::: DATASET RECORDS :::

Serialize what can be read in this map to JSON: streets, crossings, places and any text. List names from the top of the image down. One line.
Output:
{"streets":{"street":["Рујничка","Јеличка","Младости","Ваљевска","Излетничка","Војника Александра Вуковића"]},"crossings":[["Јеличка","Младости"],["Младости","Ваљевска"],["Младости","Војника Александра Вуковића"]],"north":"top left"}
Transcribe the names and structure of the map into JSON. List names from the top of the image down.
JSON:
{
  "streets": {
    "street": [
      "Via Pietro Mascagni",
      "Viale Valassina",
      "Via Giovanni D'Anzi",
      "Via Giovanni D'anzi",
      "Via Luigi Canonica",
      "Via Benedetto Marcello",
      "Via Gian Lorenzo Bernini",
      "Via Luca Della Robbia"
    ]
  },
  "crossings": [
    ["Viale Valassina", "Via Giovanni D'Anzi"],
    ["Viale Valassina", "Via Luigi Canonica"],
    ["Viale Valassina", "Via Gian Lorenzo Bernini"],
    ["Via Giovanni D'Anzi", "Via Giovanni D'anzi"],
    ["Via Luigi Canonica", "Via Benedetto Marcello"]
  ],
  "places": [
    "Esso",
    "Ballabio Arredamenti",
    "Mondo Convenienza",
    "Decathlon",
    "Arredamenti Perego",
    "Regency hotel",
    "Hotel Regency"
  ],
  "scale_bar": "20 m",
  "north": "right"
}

:::

→ **ASSIGNED TASK**
Say, as a bare number, how many lines of the data hold the string "image".

→ **TASK ANSWER**
2